Why is Set<? extends Foo<?>> allowed, but Set<Foo<?>> is not [duplicate]

Question

I want to know how generics work in this kind of situation and why Set<? extends Foo<?>> set3 = set1; is allowed but Set<Foo<?>> set2 = set1; is not?

import java.util.HashSet;
import java.util.Set;

public class TestGenerics {
    public static <T> void test() {
        Set<T> set1 = new HashSet<>();
        Set<?> set2 = set1;             // OK
    }

    public static <T> void test2() {
        Set<Foo<T>> set1 = new HashSet<>();
        Set<Foo<?>> set2 = set1;           // COMPILATION ERROR
        Set<? extends Foo<?>> set3 = set1; // OK
    }
}

class Foo<T> {}

Answer 1

Simply said, this is because Set<? extends Foo<?>> is covariant (with the extends keyword). Covariant types are read-only and the compiler will refuse any write action, like Set.add(..).

Set<Foo<?>> is not covariant. It does not block write or read actions.

This...

Set<Foo<String>> set1 = new HashSet<>();
Set<Foo<?>> set2 = set1; // KO by compiler

... is illegal because otherwise I could for example put a Foo<Integer> into set1 via set2.

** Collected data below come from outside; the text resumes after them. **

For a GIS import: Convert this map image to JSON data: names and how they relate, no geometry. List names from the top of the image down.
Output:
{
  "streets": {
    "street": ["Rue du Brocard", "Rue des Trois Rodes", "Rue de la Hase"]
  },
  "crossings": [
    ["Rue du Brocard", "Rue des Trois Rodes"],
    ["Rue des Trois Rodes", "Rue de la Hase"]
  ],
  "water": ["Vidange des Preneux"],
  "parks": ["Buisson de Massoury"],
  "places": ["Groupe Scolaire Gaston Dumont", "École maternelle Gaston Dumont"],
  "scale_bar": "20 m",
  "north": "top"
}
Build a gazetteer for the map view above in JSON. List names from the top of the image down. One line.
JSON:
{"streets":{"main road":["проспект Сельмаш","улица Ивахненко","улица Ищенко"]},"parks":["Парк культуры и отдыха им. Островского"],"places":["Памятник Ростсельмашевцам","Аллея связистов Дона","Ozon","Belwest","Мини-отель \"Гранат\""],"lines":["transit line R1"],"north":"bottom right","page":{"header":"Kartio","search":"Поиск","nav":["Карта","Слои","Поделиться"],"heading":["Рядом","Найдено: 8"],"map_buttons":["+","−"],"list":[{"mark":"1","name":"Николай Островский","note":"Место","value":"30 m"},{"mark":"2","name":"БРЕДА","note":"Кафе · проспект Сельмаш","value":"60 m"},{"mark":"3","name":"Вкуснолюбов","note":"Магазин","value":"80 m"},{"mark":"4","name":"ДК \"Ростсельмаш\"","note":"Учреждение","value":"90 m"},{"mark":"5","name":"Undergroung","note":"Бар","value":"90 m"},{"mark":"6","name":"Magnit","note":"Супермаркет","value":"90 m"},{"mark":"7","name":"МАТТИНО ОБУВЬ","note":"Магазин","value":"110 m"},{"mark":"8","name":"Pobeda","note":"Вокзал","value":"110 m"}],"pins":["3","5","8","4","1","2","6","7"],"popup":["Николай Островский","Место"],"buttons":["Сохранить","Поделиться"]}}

set2.add(new Foo<Integer>()); // Whoopsie

But...

Set<Foo<String>> set1 = new HashSet<>();
Set<? extends Foo<?>> set3 = set1; // OK

... is covariant (extends keyword), so it is legal. For example, the compiler will refuse a write operation like set3.add(new Foo<Integer>()), but accept a read operation like set3.iterator().

Iterator<Foo<String>> fooIterator = set3.iterator(); // OK
set3.add(new Foo<String>()); // KO by compiler

See these posts for a better explanation:

• https://stackoverflow.com/a/4343547/7709086
• https://medium.freecodecamp.org/understanding-java-generic-types-covariance-and-contravariance-88f4c19763d2

Answer 2

Perhaps the issue becomes clearer if you leave the generic parameter of Foo out of the equation.

Consider

final Set<Foo> set1 = new HashSet<>();
Set<Object> set2 = set1;

This makes the compile error more obvious. If this was valid, it would be possible to insert an object into set2, thus into set1 violating the type constraint.

Set<? extends Foo> set3 = set1;

This is perfectly valid because set1 would also accept types derived from Foo.